* _YOUR ASSIGNMENT_:
Pick every line with "buttons" from the material below.

* _RECORD EXCERPTS_:
■ ■ ■ ■ ■

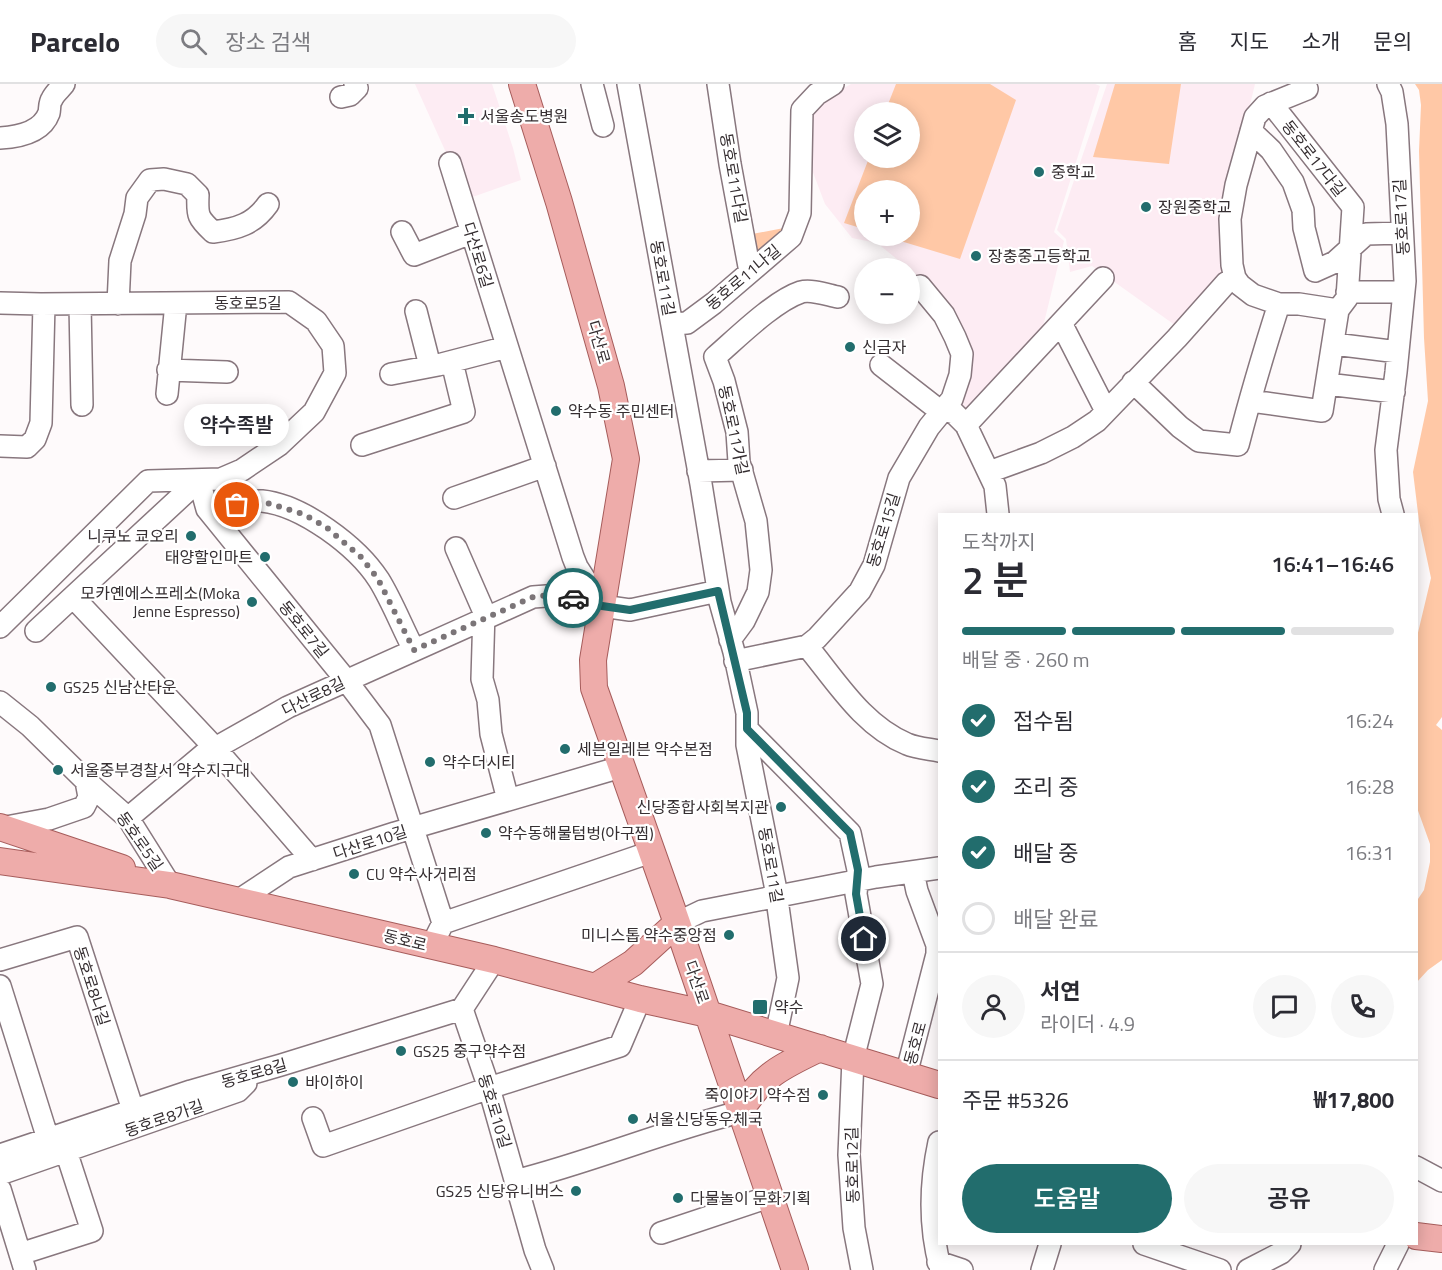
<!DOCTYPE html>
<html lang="ko">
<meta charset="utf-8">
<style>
body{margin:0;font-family:"Titillium Web","Noto Sans KR",sans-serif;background:#f7f7f7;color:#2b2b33;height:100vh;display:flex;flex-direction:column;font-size:22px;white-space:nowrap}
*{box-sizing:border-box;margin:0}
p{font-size:20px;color:#7c7c81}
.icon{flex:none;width:33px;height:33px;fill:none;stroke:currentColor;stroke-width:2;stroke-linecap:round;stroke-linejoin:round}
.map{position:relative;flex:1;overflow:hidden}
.details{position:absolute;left:938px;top:429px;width:480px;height:732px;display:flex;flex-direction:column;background:#fff;border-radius:0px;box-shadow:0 3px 15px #0003}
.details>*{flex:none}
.buttons{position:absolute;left:854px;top:18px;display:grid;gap:12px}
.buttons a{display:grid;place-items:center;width:66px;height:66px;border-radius:50%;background:#fff;box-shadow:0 3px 15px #0003;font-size:30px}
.pin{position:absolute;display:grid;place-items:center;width:51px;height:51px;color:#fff;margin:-26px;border:3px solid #fff;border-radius:50%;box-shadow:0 2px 6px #0007}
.courier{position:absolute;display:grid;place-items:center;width:60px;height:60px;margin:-30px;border:4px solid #226d6d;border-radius:50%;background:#fff;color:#222;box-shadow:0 2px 8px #0007}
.bubble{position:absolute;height:42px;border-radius:21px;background:#fff;box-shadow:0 3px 15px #0003;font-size:20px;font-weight:600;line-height:42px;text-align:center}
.headline em{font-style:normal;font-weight:600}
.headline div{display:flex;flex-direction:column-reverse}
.headline{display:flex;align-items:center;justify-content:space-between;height:102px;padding:0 24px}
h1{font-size:39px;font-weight:600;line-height:45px}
.bar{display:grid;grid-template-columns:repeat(4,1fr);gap:9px 6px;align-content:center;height:72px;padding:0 24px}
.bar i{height:8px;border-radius:4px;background:#e1e1e2}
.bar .active{background:#226d6d}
.bar p{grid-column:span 4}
.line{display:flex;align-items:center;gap:15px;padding:0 24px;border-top:2px solid #e1e1e2}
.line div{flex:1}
.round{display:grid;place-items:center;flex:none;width:63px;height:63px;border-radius:32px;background:#f7f7f7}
ol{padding:0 24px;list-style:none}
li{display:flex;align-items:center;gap:18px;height:66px}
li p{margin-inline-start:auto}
li .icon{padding:6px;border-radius:50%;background:#226d6d;color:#fff;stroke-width:4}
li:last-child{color:#7c7c81}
li i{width:33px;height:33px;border:3px solid #e1e1e2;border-radius:50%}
.primary-button{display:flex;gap:12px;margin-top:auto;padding:12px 24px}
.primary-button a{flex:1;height:69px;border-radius:36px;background:#226d6d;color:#fff;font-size:24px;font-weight:600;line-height:69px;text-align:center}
.primary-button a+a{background:#f7f7f7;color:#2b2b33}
header{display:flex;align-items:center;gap:36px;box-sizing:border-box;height:84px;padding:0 30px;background:#fff;border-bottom:2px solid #e1e1e2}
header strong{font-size:28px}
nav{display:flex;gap:33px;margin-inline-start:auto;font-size:21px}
.search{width:420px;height:54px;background:#f7f7f7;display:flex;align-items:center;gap:15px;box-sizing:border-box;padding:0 21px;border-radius:33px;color:#7c7c81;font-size:22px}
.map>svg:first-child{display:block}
.built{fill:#fdecf3;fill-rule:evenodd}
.green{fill:#ffc8a6}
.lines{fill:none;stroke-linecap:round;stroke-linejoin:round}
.minor-casing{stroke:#88777e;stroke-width:24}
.major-casing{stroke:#a65c5b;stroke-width:28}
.minor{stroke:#fff;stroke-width:21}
.major{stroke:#eeacaa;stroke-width:26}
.done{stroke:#7b7578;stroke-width:6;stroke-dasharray:0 10.8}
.route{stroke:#226d6d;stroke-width:8}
.poi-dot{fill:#226d6d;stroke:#fff;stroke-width:2}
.labels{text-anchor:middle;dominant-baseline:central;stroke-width:4.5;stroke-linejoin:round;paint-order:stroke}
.poi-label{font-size:16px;fill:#352e31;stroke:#fff;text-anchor:start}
.street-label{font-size:16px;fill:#352e31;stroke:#fff}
</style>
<header>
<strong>Parcelo</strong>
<div class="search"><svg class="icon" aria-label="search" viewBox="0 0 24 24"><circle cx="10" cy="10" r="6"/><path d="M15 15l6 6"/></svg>장소 검색</div>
<nav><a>홈</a><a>지도</a><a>소개</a><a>문의</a></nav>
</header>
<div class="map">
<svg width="1442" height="1186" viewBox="0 0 1442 1186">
<rect width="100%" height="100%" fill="#fefafb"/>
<path class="built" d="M 415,0 L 492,0 L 513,64 L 521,96 L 467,115 Z
M 851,0 L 1095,0 L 1100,2 L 1054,148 L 1064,157 L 1041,251 L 968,333 L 955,323 L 968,282 L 919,193 L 877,159 L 852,154 L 825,120 L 809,78 L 808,33 L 825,15 ZM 864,28 L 909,28 L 909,74 L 864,74 ZM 864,106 L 909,106 L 909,152 L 864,152 Z
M 1107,0 L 1255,0 L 1231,100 L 1226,190 L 1179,244 L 1092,182 L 1070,188 L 1066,155 L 1057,146 Z"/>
<path class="green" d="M 896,0 L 990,0 L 1016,16 L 960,175 L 884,152 L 909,152 L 909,106 L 864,106 L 864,145 L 844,139 L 869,74 L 909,74 L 909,28 L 885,28 Z
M 1115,0 L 1181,0 L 1169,80 L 1093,73 Z
M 1415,0 L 1442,0 L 1442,633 L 1436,641 L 1442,646 L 1442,876 L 1428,886 L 1416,899 L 1416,818 L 1424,806 L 1430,778 L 1430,760 L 1416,721 L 1416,557 L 1431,494 L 1419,437 L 1413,388 L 1428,317 L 1424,254 L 1419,67 L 1421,21 L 1419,6 Z
M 784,144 L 782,151 L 755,172 L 752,150 Z"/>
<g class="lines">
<g class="minor-casing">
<path id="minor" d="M 592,0 L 603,42
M 628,0 L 701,400 L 720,518 L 734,568 L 747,629 L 747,661 L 775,801 L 788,894 L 776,951
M 718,0 L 730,80 L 750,188
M 1388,0 L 1392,8 L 1397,40 L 1405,197 L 1396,288 L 1386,366 L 1389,415 L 1393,430
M 1307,5 L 1265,22 L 1255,33 L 1236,101 L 1230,135 L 1232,181 L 1235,194 L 1240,201 L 1253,211 L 1279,220 L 1299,220 L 1338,226
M 341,13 L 350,11 L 357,4 L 355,0
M 1251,47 L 1271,66 L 1293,98 L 1303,126 L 1304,144 L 1315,187 L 1335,178 L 1366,150 L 1402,149
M 0,54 C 18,53 42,48 49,29 C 50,25 49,19 52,15 C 54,10 60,5 64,0
M 450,79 L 573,473 L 577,483 L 602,522
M 402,148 L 414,171 L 471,149
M 1347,208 L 1404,208
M 0,219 L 41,220 L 289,218 L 316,237 L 333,262 L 335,289 L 314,328 L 279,361 L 242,386 L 221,395 L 148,397 L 0,543
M 80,220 L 82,321
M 118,220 L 120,177 L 135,130 L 137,114 L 150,96 L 164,95 L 187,100 L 198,111 C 197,132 198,134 213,148 C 237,145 254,140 268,120
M 416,227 L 430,282
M 1061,239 L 1106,327
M 672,240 L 687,239 L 714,219 L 791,153 L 800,129 L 802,26 L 817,10 L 833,0
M 1334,260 L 1398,268
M 881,281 L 935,323 L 954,329 L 966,341 L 995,402 L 998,430
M 168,286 L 227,288
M 391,290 L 438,281 L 507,263
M 1133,298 L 1180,343 L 1199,357 L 1238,361 C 1250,314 1264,267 1279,220
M 1327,300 L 1394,308
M 167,310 L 176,219
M 1251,317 L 1322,327 L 1338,226 L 1347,214 L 1353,123 L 1271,19
M 966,341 L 1103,194
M 362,361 L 464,328 L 452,278
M 0,362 L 27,363 L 35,355 L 41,339 L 44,220
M 698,387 L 742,386
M 989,388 L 1041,369 L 1073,353 L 1097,337 L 1177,254 L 1226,199 L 1235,194
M 199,396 L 207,425 L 346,596 L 380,641 L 443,839 L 431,863
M 454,414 L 545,382
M 207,425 C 213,425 220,427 226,425 C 237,423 249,416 262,417 C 302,421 357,462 379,496 C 392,517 402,543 414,566
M 456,464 L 484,528 L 482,595 L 488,616 L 491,650 L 508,716
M 73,513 L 215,664 L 312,776
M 36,547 L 199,396
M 730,556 L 744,537 L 758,508 L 761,486 L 756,437 L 739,378 L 737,348 L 724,297 L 715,273 C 737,254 774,217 801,208 C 811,205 828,211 838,213
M 807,562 C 836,597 863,642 907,660 C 916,664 929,665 939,667
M 735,577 L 807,562 L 817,554 L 860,507 L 874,481 L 899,394 L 929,343 L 952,315 L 960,291 L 962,270 L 955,253 L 944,231 L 920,202
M 0,618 L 30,642 L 86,697 L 128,734 L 170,801
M 747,645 L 850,749 L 858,786 L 856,810 L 872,900 L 853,975 L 849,1071 L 854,1144 L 862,1186
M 128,734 L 203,671 L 288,623 L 533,513 L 560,511 L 602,522 L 630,526 L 718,507
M 1,744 L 49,735 L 84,723 L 89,713 L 86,697
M 239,816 L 289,783 L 395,749 L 621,683
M 443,839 L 651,768
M 677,839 L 702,827 L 876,793 L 939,784
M 0,876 L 77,853 L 133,1026
M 494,876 L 462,925 L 489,1004 L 535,1166 L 543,1186
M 0,902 L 48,1055
M 906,991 L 937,870 L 937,861 L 917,807 L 913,788
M 313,1034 L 323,1062 L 489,1004 L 620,962 L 640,915
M 939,1058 C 930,1100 929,1144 941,1186
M 0,1071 L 191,1007 L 281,981 L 462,925
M 1416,1083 L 1442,1097
M 0,1090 L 238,1007 L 246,999
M 515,1097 C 591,1078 664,1047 740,1028
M 0,1105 L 25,1186
M 661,1149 L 769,1113
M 1144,1160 L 1220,1186
M 20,1170 L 92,1147 L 66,1067
M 938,1178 L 962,1186
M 1042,1186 L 1050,1160
M 1248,1186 L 1281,1169 L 1290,1160
M 1385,1186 L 1398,1160"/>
</g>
<g class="major-casing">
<path id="major" d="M 522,0 L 559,118 L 611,302 L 626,375 L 593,576 L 594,604 L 677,839 L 795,1186
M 0,743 L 122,784
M 0,777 L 170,801 L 494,876 L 640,915 L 708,930 L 939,1001
M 595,903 L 633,879 L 677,839
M 740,1028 C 760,992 784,981 820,964
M 1416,1152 L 1442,1155"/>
</g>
<use href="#minor" class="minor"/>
<use href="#major" class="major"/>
</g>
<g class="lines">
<path class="done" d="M 237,421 L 261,417 L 303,430 L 326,443 L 361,473 L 378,495 L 414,566 L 533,513 L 560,510 L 573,514"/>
<path class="route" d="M 573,514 L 602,522 L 630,526 L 718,507 L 747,629 L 747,645 L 850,749 L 858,786 L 856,810 L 864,855"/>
</g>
<g class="poi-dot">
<path d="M463 23h6v6h6v6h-6v6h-6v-6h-6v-6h6z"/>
<circle cx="1039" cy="88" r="6"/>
<circle cx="1146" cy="123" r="6"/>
<circle cx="976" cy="172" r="6"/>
<circle cx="850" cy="263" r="6"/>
<circle cx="556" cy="327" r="6"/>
<circle cx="191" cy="452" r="6"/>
<circle cx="265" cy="473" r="6"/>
<circle cx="252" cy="518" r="6"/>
<circle cx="51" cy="603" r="6"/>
<circle cx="565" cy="665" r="6"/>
<circle cx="430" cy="678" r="6"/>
<circle cx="58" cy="686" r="6"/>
<circle cx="781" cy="723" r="6"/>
<circle cx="486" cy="749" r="6"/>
<circle cx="354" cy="790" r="6"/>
<circle cx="729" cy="851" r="6"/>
<rect x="752" y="915" width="16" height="16" rx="3"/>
<circle cx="401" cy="967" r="6"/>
<circle cx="293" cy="998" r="6"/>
<circle cx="823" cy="1011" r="6"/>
<circle cx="633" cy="1035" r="6"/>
<circle cx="576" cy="1107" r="6"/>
<circle cx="678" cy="1114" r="6"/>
</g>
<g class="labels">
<g class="poi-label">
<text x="480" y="32">서울송도병원</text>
<text x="1051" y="88">중학교</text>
<text x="1158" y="123">장원중학교</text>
<text x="988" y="172">장충중고등학교</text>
<text x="862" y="263">신금자</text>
<text x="568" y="327">약수동 주민센터</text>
<text x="179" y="452" text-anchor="end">니쿠노 쿄오리</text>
<text x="253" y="473" text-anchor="end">태양할인마트</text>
<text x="240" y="509" text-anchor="end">모카옌에스프레소(Moka<tspan x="240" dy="18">Jenne Espresso)</tspan></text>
<text x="63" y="603">GS25 신남산타운</text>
<text x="577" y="665">세븐일레븐 약수본점</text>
<text x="442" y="678">약수더시티</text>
<text x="70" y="686">서울중부경찰서 약수지구대</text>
<text x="769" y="723" text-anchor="end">신당종합사회복지관</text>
<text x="498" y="749">약수동해물텀벙(아구찜)</text>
<text x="366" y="790">CU 약수사거리점</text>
<text x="717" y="851" text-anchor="end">미니스톱 약수중앙점</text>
<text x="774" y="923">약수</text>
<text x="413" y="967">GS25 중구약수점</text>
<text x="305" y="998">바이하이</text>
<text x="811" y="1011" text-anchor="end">죽이야기 약수점</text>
<text x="645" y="1035">서울신당동우체국</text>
<text x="564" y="1107" text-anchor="end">GS25 신당유니버스</text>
<text x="690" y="1114">다물놀이 문화기획</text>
</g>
<g class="street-label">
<text transform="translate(1314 74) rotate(52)">동호로17다길</text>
<text transform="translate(734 94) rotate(80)">동호로11다길</text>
<text transform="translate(1401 133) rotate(-93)">동호로17길</text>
<text transform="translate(478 171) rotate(73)">다산로6길</text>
<text transform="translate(743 193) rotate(-40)">동호로11나길</text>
<text transform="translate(663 194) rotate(80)">동호로11길</text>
<text x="248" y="219">동호로5길</text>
<text transform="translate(599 258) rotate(74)">다산로</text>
<text transform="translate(734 346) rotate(78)">동호로11가길</text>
<text transform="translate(883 446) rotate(-73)">동호로15길</text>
<text transform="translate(304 545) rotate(51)">동호로7길</text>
<text transform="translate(313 612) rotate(-26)">다산로8길</text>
<text transform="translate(140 757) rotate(55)">동호로5길</text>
<text transform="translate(370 758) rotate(-18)">다산로10길</text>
<text transform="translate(771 781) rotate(80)">동호로11길</text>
<text transform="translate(405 856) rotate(14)">동호로</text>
<text transform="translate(697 898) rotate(71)">다산로</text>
<text transform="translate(92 902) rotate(72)">동호로8나길</text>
<text transform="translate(915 959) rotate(-75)">동호로</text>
<text transform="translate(254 989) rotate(-16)">동호로8길</text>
<text transform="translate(495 1027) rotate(73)">동호로10길</text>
<text transform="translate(164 1034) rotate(-19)">동호로8가길</text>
<text transform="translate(852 1081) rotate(-91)">동호로12길</text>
</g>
</g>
</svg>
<div class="buttons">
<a><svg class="icon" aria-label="layers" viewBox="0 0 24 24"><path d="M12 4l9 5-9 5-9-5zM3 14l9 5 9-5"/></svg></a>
<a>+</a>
<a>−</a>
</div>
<div class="pin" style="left:237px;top:421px;background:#ea580c"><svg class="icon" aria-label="bag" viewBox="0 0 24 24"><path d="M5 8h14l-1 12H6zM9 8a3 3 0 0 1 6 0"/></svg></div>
<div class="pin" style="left:864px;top:855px;background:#1f2937"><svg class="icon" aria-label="home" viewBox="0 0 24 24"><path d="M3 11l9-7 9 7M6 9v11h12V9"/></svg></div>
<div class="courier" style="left:573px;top:514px"><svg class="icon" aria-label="car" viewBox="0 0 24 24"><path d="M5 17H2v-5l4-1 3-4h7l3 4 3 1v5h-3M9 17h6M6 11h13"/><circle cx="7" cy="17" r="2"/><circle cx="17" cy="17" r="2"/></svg></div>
<div class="bubble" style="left:184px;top:320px;width:105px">약수족발</div>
<section class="details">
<div class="headline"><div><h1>2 분</h1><p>도착까지</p></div><em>16:41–16:46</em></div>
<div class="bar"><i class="active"></i><i class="active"></i><i class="active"></i><i></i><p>배달 중 · 260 m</p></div>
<ol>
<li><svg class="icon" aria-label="check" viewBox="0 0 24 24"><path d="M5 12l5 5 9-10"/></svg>접수됨<p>16:24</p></li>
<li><svg class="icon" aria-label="check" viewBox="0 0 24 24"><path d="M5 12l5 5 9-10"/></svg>조리 중<p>16:28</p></li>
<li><svg class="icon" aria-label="check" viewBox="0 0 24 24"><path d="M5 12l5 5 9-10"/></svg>배달 중<p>16:31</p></li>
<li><i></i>배달 완료</li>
</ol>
<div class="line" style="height:108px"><a class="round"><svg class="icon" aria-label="person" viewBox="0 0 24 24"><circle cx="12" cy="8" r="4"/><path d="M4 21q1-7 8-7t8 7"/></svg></a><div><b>서연</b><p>라이더 · 4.9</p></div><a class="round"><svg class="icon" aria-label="chat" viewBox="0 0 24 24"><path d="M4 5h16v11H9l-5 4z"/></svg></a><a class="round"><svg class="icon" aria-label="phone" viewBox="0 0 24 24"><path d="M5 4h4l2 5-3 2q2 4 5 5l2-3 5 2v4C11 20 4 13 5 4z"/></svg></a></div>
<div class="line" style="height:78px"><div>주문 #5326</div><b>₩17,800</b></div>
<div class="primary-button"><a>도움말</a><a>공유</a></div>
</section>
</div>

■ ■ ■ ■ ■

* _THE COMPLETED TASK_:
.buttons{position:absolute;left:854px;top:18px;display:grid;gap:12px}
.buttons a{display:grid;place-items:center;width:66px;height:66px;border-radius:50%;background:#fff;box-shadow:0 3px 15px #0003;font-size:30px}
<div class="buttons">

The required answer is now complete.